Apart from the Dutch tiles, few concrete artifacts of Tribulation remained. Most of the rugs and furniture, and all of the fixtures—the marble seraphim, the chandelier—had
been carted off in crates marked Miscellaneous and sold to an antiques dealer in Greenwood who’d paid only half what they were worth. The famous arrow-shaft had crumbled in Edie’s hands when Edie attempted to pull it out of the wall on moving day and the tiny arrow-head had refused all efforts to be dug out of the plaster with a putty knife. And the stuffed bear, eaten by moths, went to the dust heap, where some Negro children—delighted—had rescued it, dragging it home by the legs through the mud.
How then to reconstruct this extinct colossus? What fossils were left, what clues had she to go on? The foundation was still there, out from town a bit, she wasn’t sure exactly where, and somehow it didn’t matter; only once, on a winter afternoon long ago, had she been taken out to see it. To a small child it gave the impression of having supported a structure far larger than a house, a city almost; she had a memory of Edie (tomboyish in khaki trousers) jumping excitedly from room to room, her breath coming out white clouds, pointing out the parlor, the dining room, the library—though all this was hazy compared with the dreadful, dreadful memory of Libby in her red car coat bursting into tears, putting out her gloved hand and allowing Edie to lead her through crunchy winter woods back to the car, Harriet trailing behind.

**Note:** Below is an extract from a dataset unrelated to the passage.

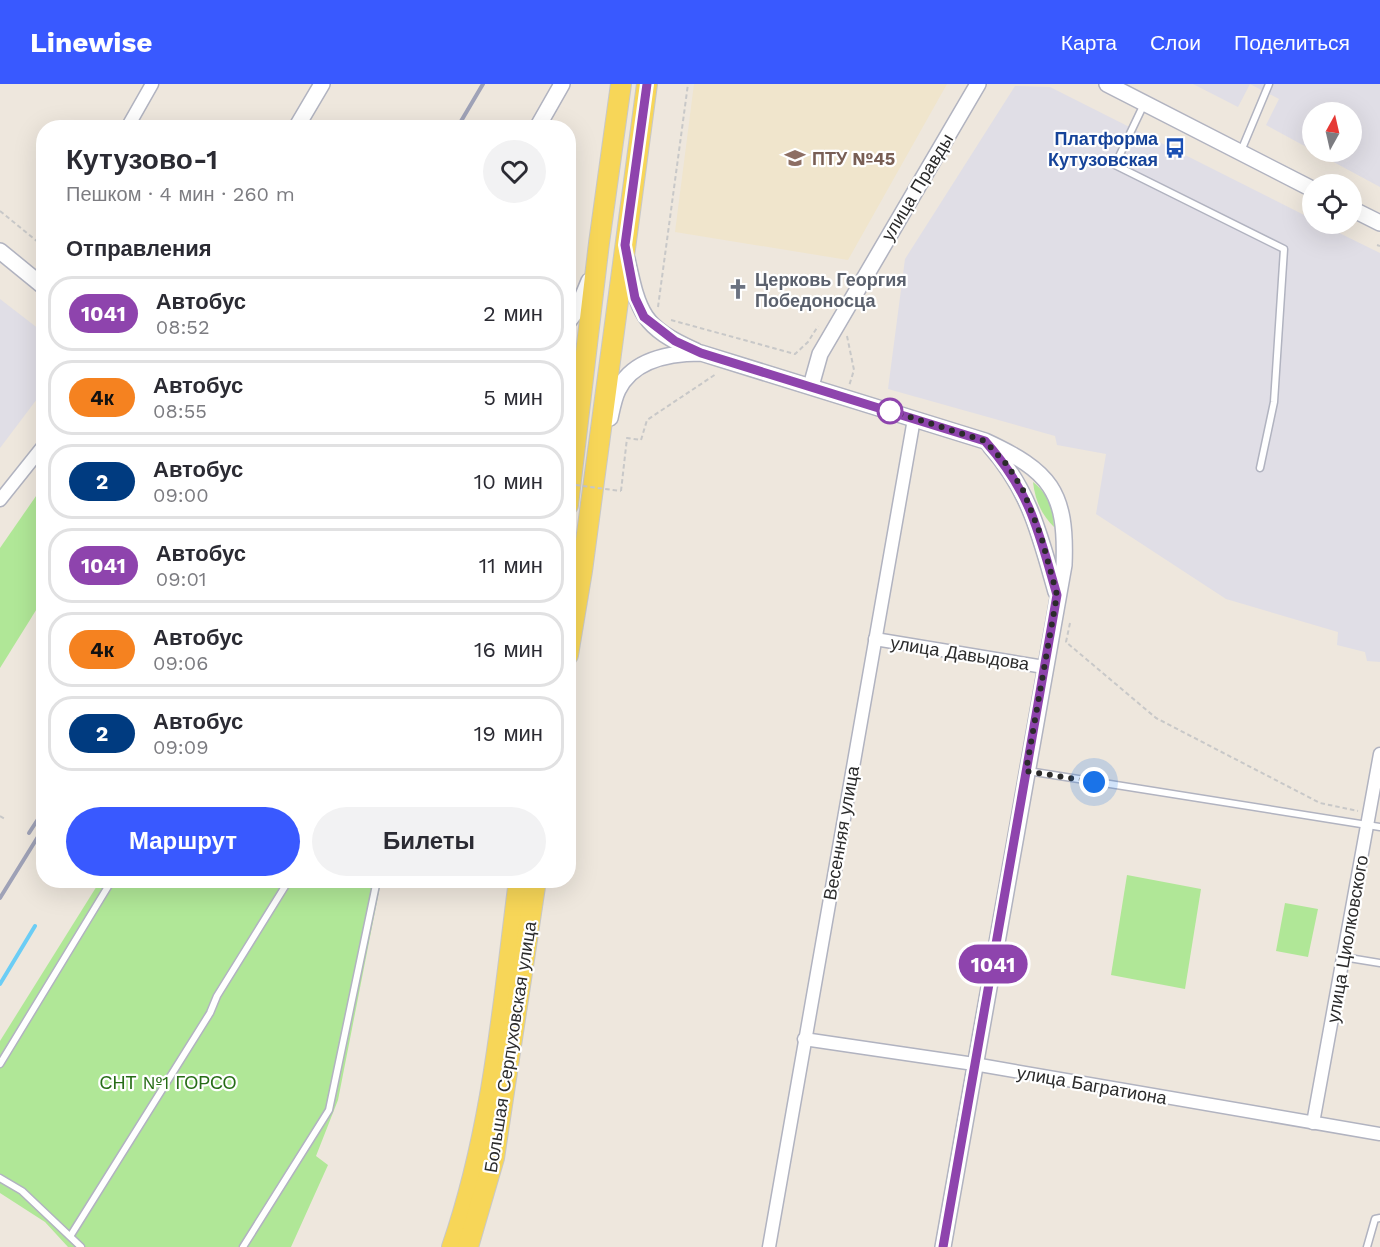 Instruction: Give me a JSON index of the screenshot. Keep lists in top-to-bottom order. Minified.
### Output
{"streets":{"main road":["Большая Серпуховская улица"],"street":["улица Правды","улица Давыдова","Весенняя улица","улица Циолковского","улица Багратиона"]},"crossings":[["улица Давыдова","Весенняя улица"],["Весенняя улица","улица Багратиона"],["улица Циолковского","улица Багратиона"]],"parks":["СНТ №1 ГОРСО"],"places":{"bus stop":["Платформа Кутузовская"],"school or university":["ПТУ №45"],"church":["Церковь Георгия Победоносца"]},"lines":["bus line 1041"],"north":"top","page":{"header":"Linewise","nav":["Карта","Слои","Поделиться"],"on_map":"1041","heading":[["Кутузово-1","Пешком · 4 мин · 260 m"],"Отправления"],"list":[{"mark":"1041","name":"Автобус","note":"08:52","value":"2 мин"},{"mark":"4к","name":"Автобус","note":"08:55","value":"5 мин"},{"mark":"2","name":"Автобус","note":"09:00","value":"10 мин"},{"mark":"1041","name":"Автобус","note":"09:01","value":"11 мин"},{"mark":"4к","name":"Автобус","note":"09:06","value":"16 мин"},{"mark":"2","name":"Автобус","note":"09:09","value":"19 мин"}],"buttons":["Маршрут","Билеты"]}} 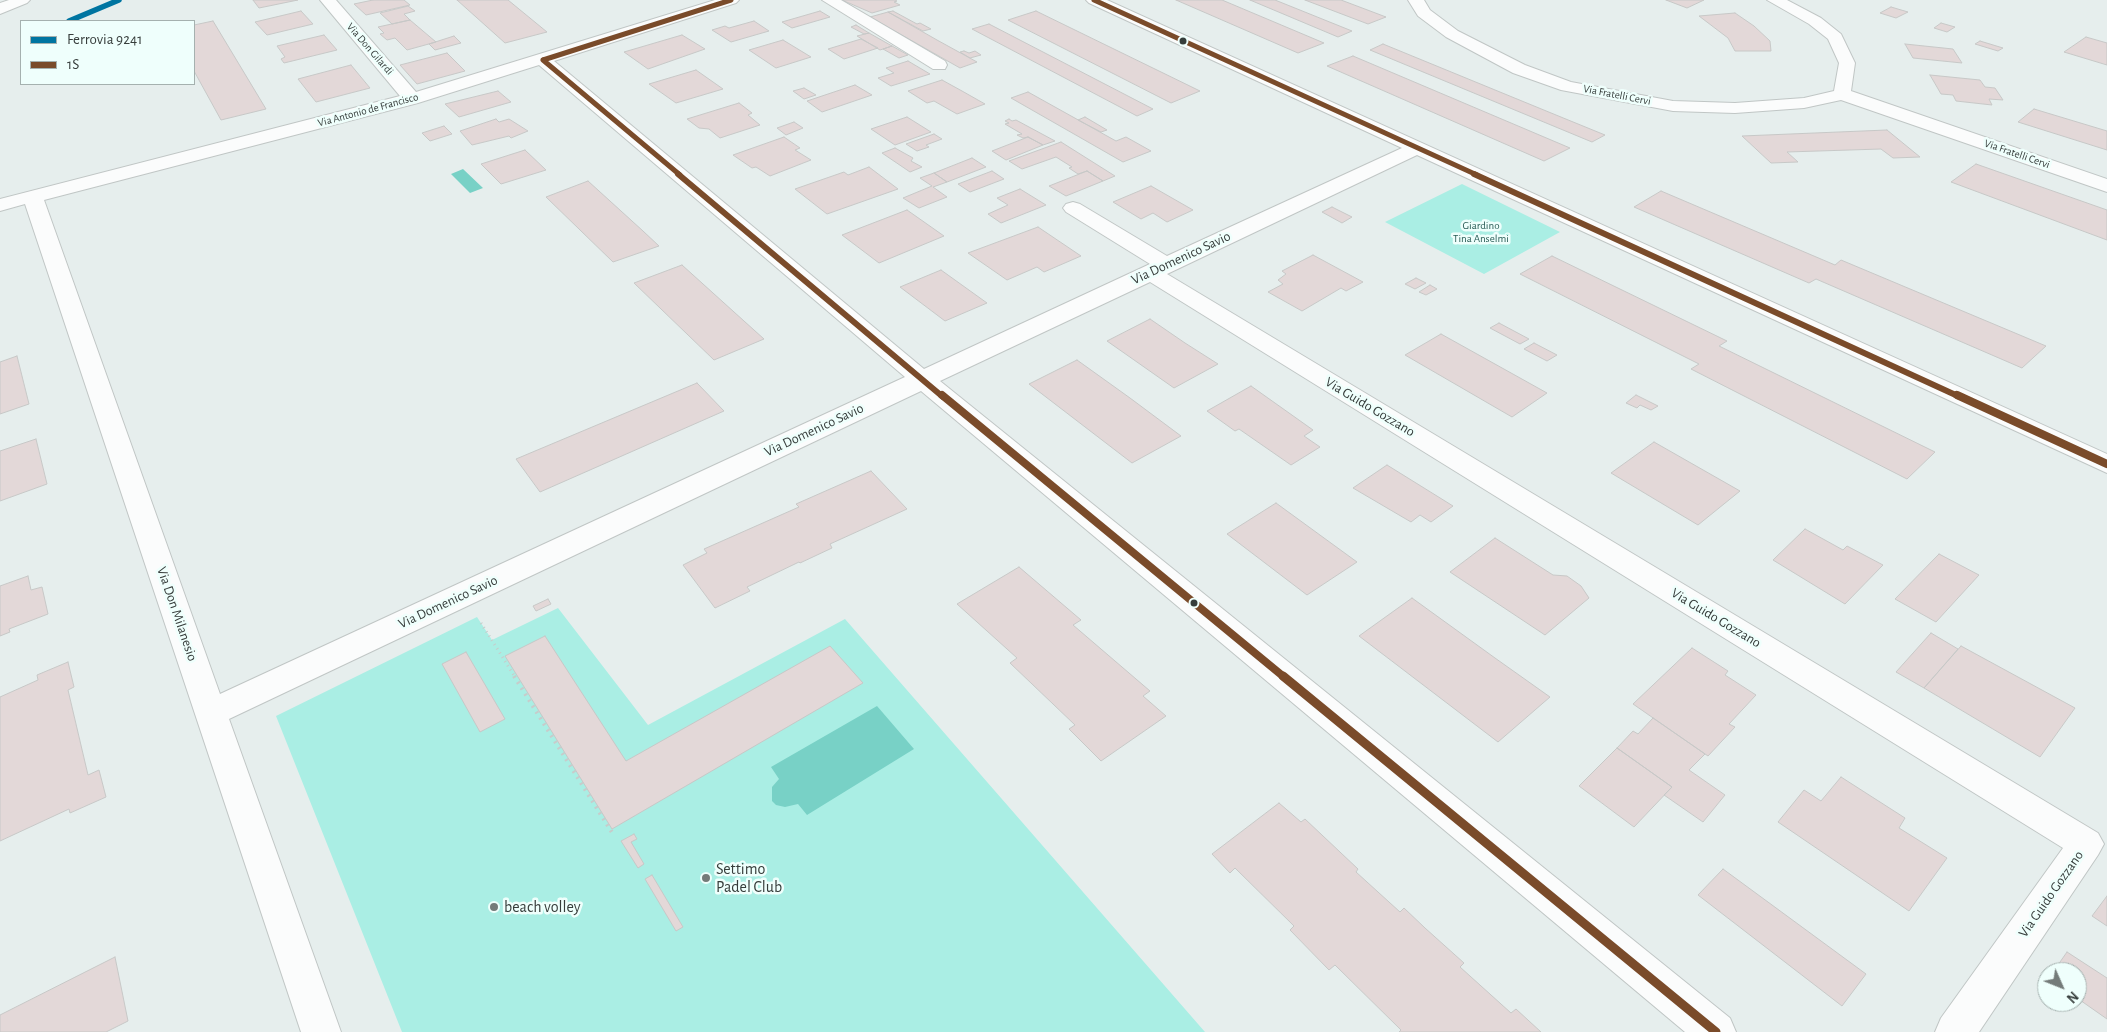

A scattering of lesser artifacts had been salvaged from Tribulation—linens, monogrammed dishes, a ponderous rosewood sideboard, vases, china clocks, dining room chairs, broadcast throughout her own house and the houses of her aunts: random fragments, a legbone here, a vertebra there, from which Harriet set about reconstructing the burned magnificence she had never seen. And these rescued articles beamed warmly with a serene old light all their own: the silver was heavier, the embroideries richer, the crystal more delicate and the porcelain a finer, rarer blue. But most eloquent of all were the stories passed down to her—highly decorated items which Harriet embellished even further in her resolute myth of the enchanted alcazar, the fairy chateau that never was. She possessed, to a singular and uncomfortable degree, the narrowness of vision which enabled all the Cleves to forget what they didn’t want to remember, and to exaggerate or
otherwise alter what they couldn’t forget; and in restringing the skeleton of the extinct monstrosity which had been her family’s fortune, she was unaware that some of the bones had been tampered with; that others belonged to different animals entirely; that a great many of the more massive and spectacular bones were not bones at all, but plaster-of-paris forgeries. (The famous Bohemian chandelier, for instance, had not come from Bohemia at all; it was not even made of crystal; the Judge’s mother had ordered it from Montgomery Ward.) Least of all did she realize that constantly in the course of her labors she trod back and forth on certain humble, dusty fragments which, had she bothered to examine them, afforded the true—and rather disappointing—key to the entire structure. The mighty, thundering, opulent Tribulation which she had so laboriously reconstructed in her mind was not a replica of any house which had ever existed but a chimaera, a fairy tale.